By default only the main service process hence can push/remove fds, but by setting NotifyAccess=all this may be relaxed to allow arbitrary service child processes to do the same.

Soft Reboot

The fdstore is particularly interesting in soft reboot scenarios, as per systemctl soft-reboot (which restarts userspace like in a real reboot, but leaves the kernel running). File descriptor stores that remain loaded at the very end of the system cycle — just before the soft-reboot are passed over to the next system cycle, and propagated to services they originate from there. This enables updating the full userspace of a system during runtime, fully replacing all processes without losing pinning resources, interrupting connectivity or established connections and similar.

This mechanism can be enabled either by making sure the service survives until the very end (i.e. by setting DefaultDependencies=no so that it keeps running for the whole system lifetime without being regularly deactivated at shutdown) or by setting FileDescriptorStorePreserve=yes (and referencing the unit continuously).

For further details see Resource Pass-Through.

Initrd Transitions

The fdstore may also be used to pass file descriptors for resources from the initrd context to the main system.
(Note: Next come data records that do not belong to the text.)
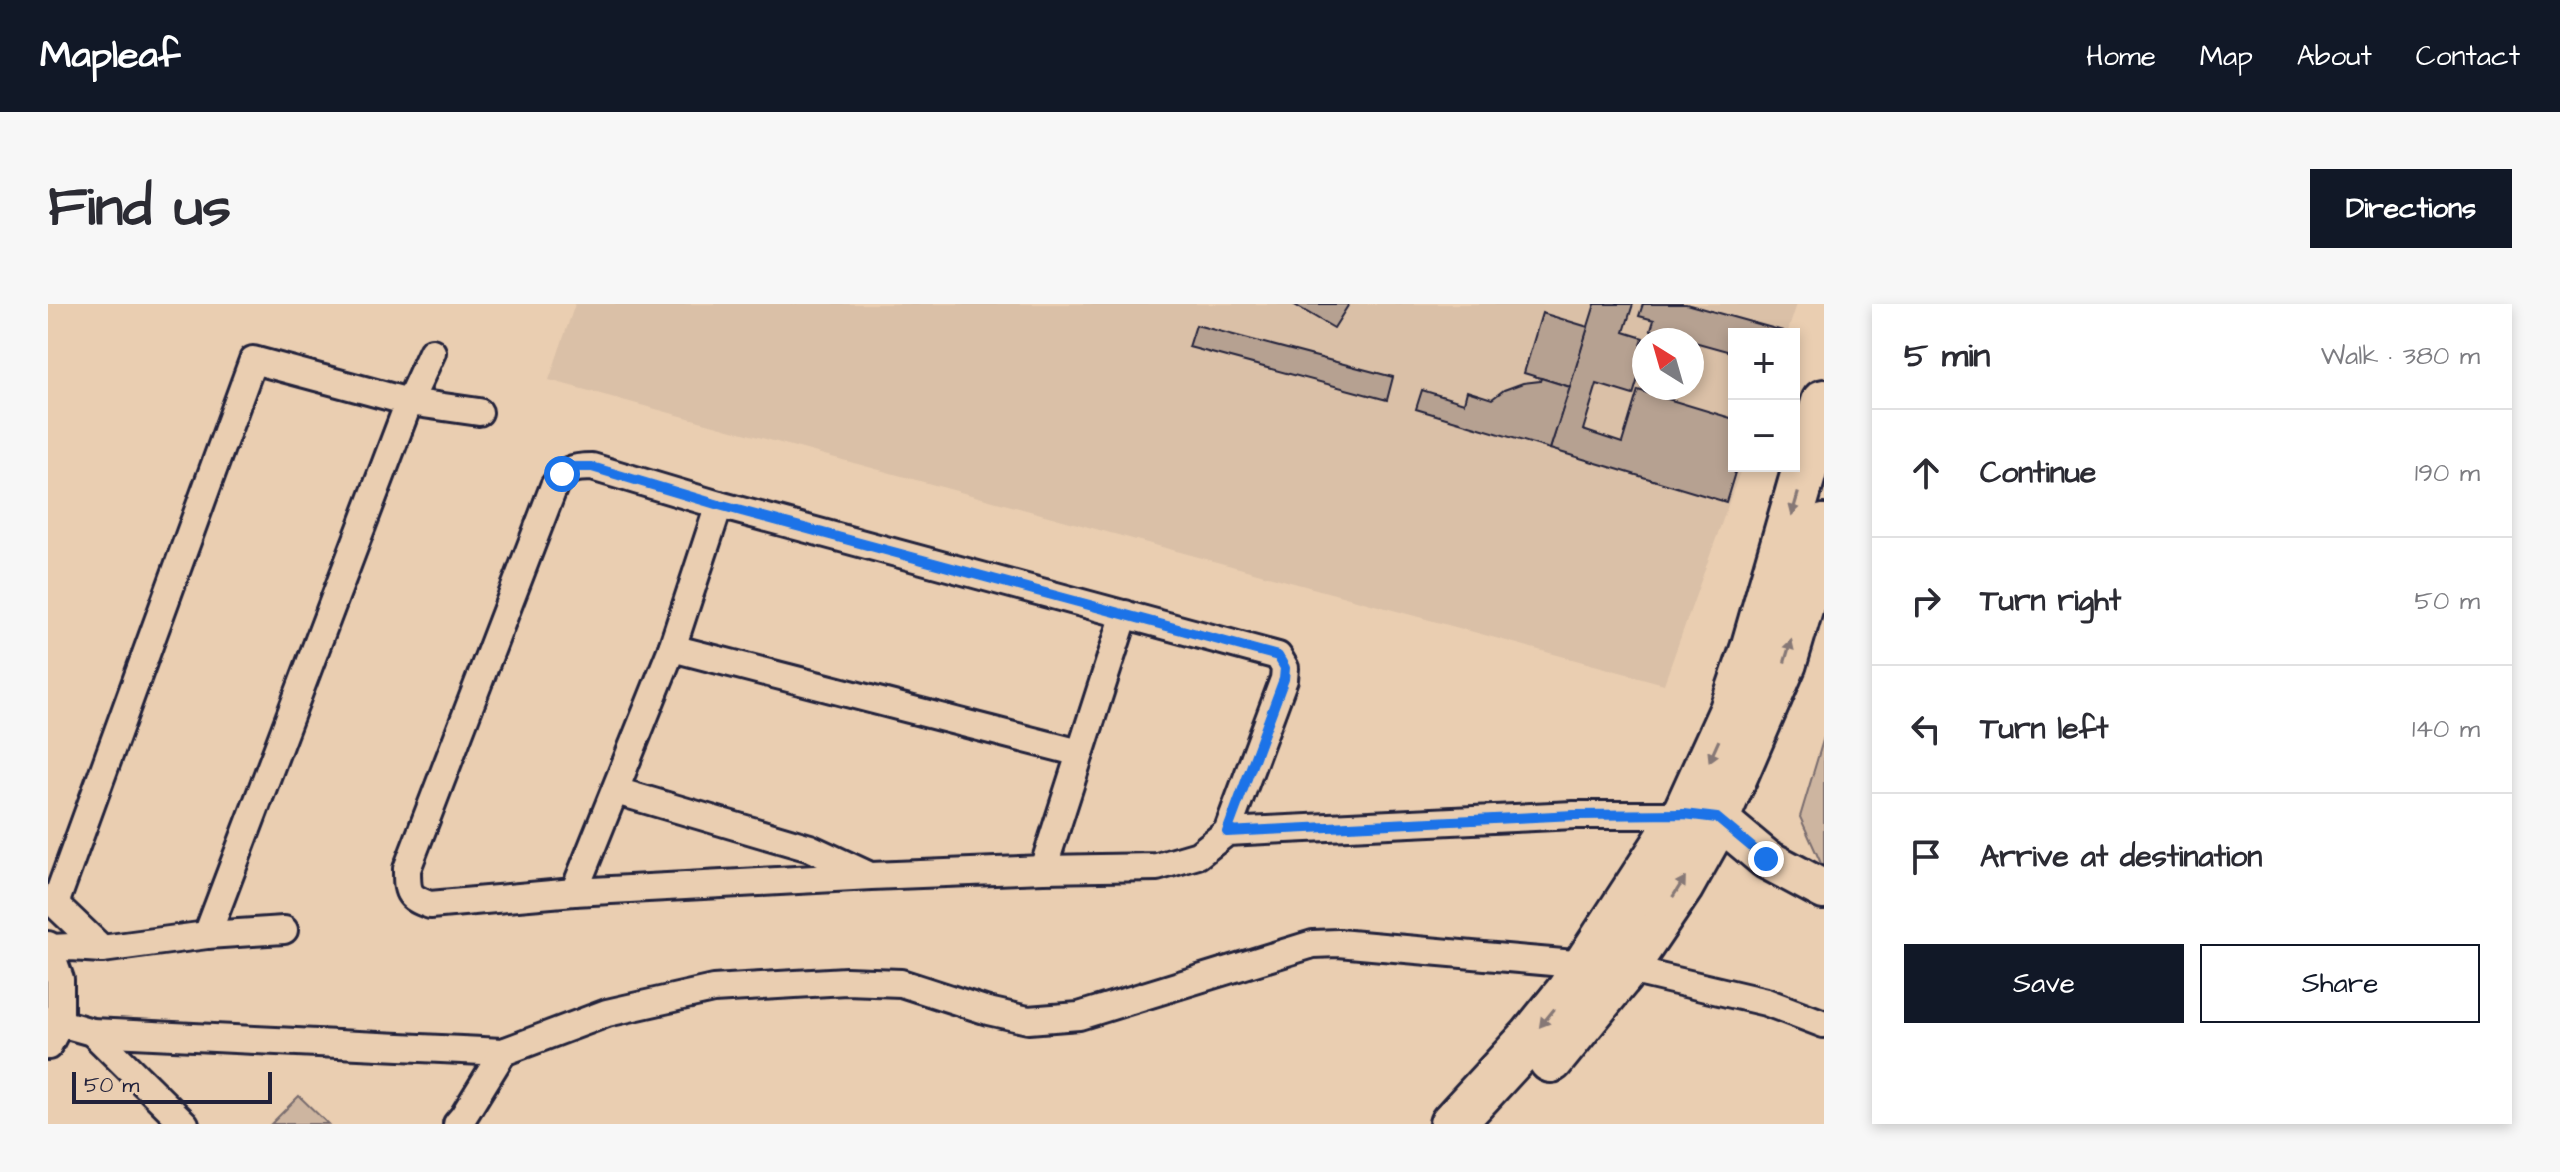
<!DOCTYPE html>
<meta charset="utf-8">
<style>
:root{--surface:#fff;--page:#f7f7f7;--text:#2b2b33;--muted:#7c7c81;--line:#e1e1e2;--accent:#111827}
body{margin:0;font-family:"Architects Daughter",sans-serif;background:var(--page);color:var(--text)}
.controls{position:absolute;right:24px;top:24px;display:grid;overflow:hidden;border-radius:0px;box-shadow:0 4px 12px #0003}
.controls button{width:72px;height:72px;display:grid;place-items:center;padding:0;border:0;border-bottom:2px solid var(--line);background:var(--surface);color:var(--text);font:40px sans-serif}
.compass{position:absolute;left:1584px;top:24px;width:72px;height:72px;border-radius:50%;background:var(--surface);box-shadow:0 4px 12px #0003;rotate:323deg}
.scale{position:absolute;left:24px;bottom:20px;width:200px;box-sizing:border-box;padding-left:8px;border:4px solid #22223b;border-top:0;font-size:22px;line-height:28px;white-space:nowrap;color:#22223b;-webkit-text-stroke:6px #eaceb1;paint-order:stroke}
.stop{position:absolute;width:24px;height:24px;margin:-18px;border:6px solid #1a73e8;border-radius:50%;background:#fff}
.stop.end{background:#1a73e8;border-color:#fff;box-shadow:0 2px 8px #0008}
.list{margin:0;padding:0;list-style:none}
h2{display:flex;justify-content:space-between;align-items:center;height:104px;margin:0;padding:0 32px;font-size:34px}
h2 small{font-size:26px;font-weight:400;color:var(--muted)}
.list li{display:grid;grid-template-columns:52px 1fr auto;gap:24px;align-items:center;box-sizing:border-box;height:128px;padding:0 32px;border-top:2px solid var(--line)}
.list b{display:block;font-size:30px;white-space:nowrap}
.list em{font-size:26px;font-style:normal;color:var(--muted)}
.actions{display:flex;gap:16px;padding:24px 32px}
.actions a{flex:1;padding:18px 0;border:2px solid var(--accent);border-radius:0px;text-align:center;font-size:28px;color:var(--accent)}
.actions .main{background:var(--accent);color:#fff}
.icon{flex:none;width:44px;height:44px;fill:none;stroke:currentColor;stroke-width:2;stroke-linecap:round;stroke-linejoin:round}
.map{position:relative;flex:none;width:1776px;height:820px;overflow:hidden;border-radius:0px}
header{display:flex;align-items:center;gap:48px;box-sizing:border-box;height:112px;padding:0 40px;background:var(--accent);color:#fff}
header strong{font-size:38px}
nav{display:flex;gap:44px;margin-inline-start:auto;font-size:28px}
.intro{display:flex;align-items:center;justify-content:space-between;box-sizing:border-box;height:192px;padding:0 48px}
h1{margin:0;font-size:56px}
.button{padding:20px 36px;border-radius:0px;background:var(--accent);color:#fff;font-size:28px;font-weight:700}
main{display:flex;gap:48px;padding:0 48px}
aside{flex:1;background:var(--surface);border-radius:0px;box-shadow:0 4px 12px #0003}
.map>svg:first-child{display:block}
.built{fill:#dac0a7;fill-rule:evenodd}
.green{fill:#cdb5a0;stroke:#786c6e;stroke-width:2}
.building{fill:#b6a191;stroke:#22223b;stroke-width:2}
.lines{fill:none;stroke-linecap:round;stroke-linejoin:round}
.street-casing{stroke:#22223b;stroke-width:32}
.secondary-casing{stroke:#22223b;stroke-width:44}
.highway-casing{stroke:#22223b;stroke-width:50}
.street{stroke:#eaceb1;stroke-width:26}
.secondary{stroke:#eaceb1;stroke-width:38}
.highway{stroke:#eaceb1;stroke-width:44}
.oneway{fill:#867876}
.route{stroke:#1a73e8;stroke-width:10}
</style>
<header>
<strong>Mapleaf</strong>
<nav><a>Home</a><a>Map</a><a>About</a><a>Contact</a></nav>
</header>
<div class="intro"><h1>Find us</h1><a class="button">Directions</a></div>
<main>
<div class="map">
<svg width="1776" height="820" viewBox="0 0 1776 820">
<rect width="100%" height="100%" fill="#eaceb1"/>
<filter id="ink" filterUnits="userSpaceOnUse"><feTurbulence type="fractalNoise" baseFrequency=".0125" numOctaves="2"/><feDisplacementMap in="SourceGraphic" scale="16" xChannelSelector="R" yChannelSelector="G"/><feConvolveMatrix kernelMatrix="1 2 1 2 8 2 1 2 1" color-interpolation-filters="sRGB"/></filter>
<g filter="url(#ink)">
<path class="built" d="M527,0H1749L1739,30H1686V162H1694L1616,380L501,76ZM1596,36H1644V84H1596Z"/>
<g class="green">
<polygon points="1776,433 1776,566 1752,513"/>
<polygon points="251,792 280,820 223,820"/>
</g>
<g class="building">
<polygon points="1245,0 1301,0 1286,24"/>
<polygon points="1547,0 1585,0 1576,28 1595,34 1592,45 1596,46 1596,55 1585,91 1549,80 1535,126 1574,139 1590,86 1686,115 1686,162 1689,162 1678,198 1502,145"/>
<polygon points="1595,0 1638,0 1735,27 1734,30 1686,30 1686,49 1603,26 1606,16 1591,12"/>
<polygon points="1494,9 1540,23 1522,83 1476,69"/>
<polygon points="1148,21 1345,73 1339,96 1141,43"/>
<polygon points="1493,74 1522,83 1502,145 1368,105 1374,86 1416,99 1419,87 1444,95 1456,86 1475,79 1492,77"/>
</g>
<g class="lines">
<defs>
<g id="street">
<polyline points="624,344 1032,449"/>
<polyline points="568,487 762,544 818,570"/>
<path d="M1179,528L1236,375L1237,364L1230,352L671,201L544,163C525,163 517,165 506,182L359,565C359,588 359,593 382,601L526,588L823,572L995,565L1109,563L1150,551L1179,528L1526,511H1644"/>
<polyline points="995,565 1077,310"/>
<polyline points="526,588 624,344 671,201"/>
<polyline points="159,631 361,98 384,48"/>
<polyline points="0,641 12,675 12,719 0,742"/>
<polyline points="3,644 23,643 54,645 159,631 236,626"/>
<polyline points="54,645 7,600 205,56 361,98 431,108"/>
<polyline points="1577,665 1718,698 1776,720"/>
<polyline points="12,719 44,728 455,748 559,709 665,685 798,677 853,679 940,707 980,716 1031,712 1265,640 1290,639 1538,661"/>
<polyline points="44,728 137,820"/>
<polyline points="409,820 415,813 455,748"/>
</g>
<polyline id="secondary" points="1669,514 1718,555 1776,586"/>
<g id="highway">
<polyline points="1503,756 1577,665 1633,582 1661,532 1736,359 1776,223"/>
<polyline points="1404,820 1483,734 1521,687 1638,507 1684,406 1705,345 1776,98"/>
</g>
</defs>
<use href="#street" class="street-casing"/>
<use href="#secondary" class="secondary-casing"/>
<use href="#highway" class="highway-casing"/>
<use href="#street" class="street"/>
<use href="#secondary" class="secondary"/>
<use href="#highway" class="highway"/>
</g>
<defs><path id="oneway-solid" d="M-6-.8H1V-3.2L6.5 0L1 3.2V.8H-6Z" transform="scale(2)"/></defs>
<g class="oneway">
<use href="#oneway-solid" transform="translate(1747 200) rotate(106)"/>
<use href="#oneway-solid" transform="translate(1740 347) rotate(-73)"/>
<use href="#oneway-solid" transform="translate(1666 447) rotate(114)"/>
<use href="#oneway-solid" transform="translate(1631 583) rotate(-58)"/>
<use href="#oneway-solid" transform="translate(1499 714) rotate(129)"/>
</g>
</g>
<g class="lines" filter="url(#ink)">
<polyline class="route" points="514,170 525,163 544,163 671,201 1230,352 1237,364 1236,375 1179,528 1526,511 1636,510 1669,514 1718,555"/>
</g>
</svg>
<div class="controls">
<button>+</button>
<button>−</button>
</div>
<svg class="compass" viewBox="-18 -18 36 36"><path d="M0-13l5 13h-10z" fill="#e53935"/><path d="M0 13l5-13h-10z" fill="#7c7c81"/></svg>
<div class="scale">50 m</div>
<div class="stop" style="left:514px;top:170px"></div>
<div class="stop end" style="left:1718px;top:555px"></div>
</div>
<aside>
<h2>5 min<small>Walk · 380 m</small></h2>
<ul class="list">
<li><svg class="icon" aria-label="ahead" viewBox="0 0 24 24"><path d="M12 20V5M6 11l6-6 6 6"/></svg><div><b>Continue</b></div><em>190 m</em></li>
<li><svg class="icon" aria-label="right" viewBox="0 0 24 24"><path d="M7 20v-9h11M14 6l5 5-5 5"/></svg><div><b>Turn right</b></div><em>50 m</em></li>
<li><svg class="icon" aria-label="left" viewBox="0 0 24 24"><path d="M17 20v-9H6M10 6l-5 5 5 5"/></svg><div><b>Turn left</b></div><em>140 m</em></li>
<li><svg class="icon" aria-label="arrive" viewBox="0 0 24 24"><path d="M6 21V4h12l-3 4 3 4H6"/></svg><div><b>Arrive at destination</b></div></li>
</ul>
<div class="actions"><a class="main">Save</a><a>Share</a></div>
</aside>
</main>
Restarting all processes after the transition is important as code running in the initrd should generally not continue to run after the switch to the host file system, since that pins backing files from the initrd, and the initrd might contain different versions of programs than the host.

Any service that still runs during the initrd→host transition will have its fdstore passed over the transition, where it will be passed back to any queued services of the same name.

The soft reboot cycle transition and the initrd→host transition are semantically very similar, hence similar rules apply, and in both cases it is recommended to use the fdstore if pinned resources shall be passed over.

Debugging

The systemd-analyze tool may be used to list the current contents of the fdstore of any running service.

The systemd-run tool may be used to quickly start a testing binary or similar as a service. Use -p FileDescriptorStore=4711 to enable the fdstore from systemd-run's command line. By using the -t switch you can even interactively communicate via processes spawned that way, via the TTY.